Drinking six cups of coffee daily decreases early death risk by 16%
Researchers say that those who drink six or seven cups of coffee per day are 16 percent less likely to die from any disease over a 10-year period than those who never have a cup of Joe.
Coffee has long been linked with combating heart disease, cancer, dementia, diabetes and depression.
The researchers, who hail from various institutions including the United States National Cancer Institute and the National Institutes of Health, say they hope their findings provide further reassurance that coffee can be part of a healthy diet.
For the study, the team tracked almost 500,000 Britons between ages 38 and 73 from 2006 to 2016.
The researchers asked them how many cups of coffee they drank per day, including the type: decaffeinated, ground or instant.
The researchers, who published their results in JAMA on Monday, found that those whose coffee intake was high fared the best.

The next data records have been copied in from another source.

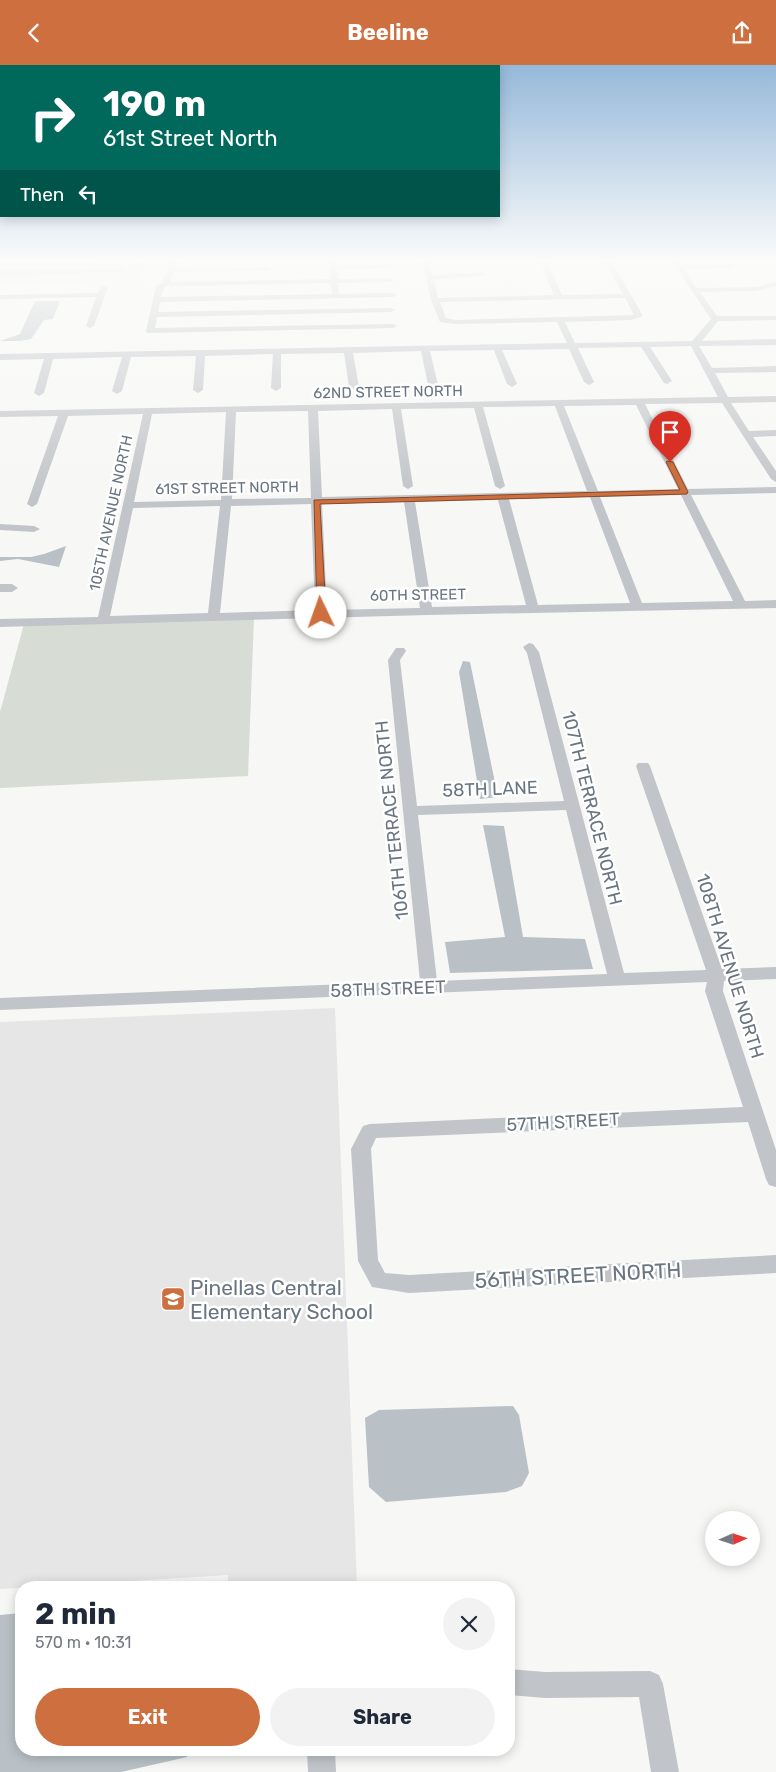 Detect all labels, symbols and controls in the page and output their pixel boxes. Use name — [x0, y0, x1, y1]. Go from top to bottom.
icon: back — [20, 19, 48, 47]
text: Beeline — [347, 19, 429, 46]
icon: share — [728, 19, 756, 47]
text: 190 m — [103, 83, 206, 125]
icon: right — [20, 85, 85, 150]
text: 61st Street North — [103, 125, 278, 152]
icon: left — [74, 180, 102, 208]
text: Then — [20, 183, 64, 206]
street label: 62ND STREET NORTH — [313, 382, 463, 402]
pin — [649, 411, 691, 462]
icon: arrive — [656, 418, 684, 446]
street label: 105TH AVENUE NORTH — [86, 433, 136, 593]
street label: 61ST STREET NORTH — [155, 478, 299, 498]
street label: 60TH STREET — [370, 585, 467, 605]
position arrow — [294, 586, 346, 638]
street label: 107TH TERRACE NORTH — [557, 709, 627, 907]
street label: 106TH TERRACE NORTH — [371, 719, 413, 921]
street label: 58TH LANE — [442, 776, 538, 802]
street label: 108TH AVENUE NORTH — [691, 871, 769, 1061]
street label: 58TH STREET — [330, 976, 446, 1002]
street label: 57TH STREET — [506, 1108, 620, 1136]
street label: 56TH STREET NORTH — [474, 1257, 682, 1293]
place label: Pinellas Central Elementary School — [190, 1275, 373, 1324]
school or university icon: Pinellas Central Elementary School — [160, 1286, 186, 1312]
north arrow — [705, 1511, 760, 1566]
map controls — [705, 1511, 760, 1566]
text: 2 min — [35, 1596, 116, 1632]
button: close — [443, 1598, 495, 1650]
text: 570 m · 10:31 — [35, 1633, 131, 1652]
button: Exit — [35, 1688, 260, 1746]
button: Share — [270, 1688, 495, 1746]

Those who drank eight cups or more per day saw their death rates cut by 14 percent, and it was raised to 16 percent among those who drank six to seven cups.
A 10-year study of 86,000 female nurses showed a reduced risk of suicide in coffee drinkers.
Another study, conducted by the Harvard School of Public Health, found that women who drank four or more cups of coffee were 20 percent less likely to suffer from depression.
A cup of brewed coffee represents a contribution of up to 1.8 grams of fiber of the recommended intake of between 20 to 38 grams.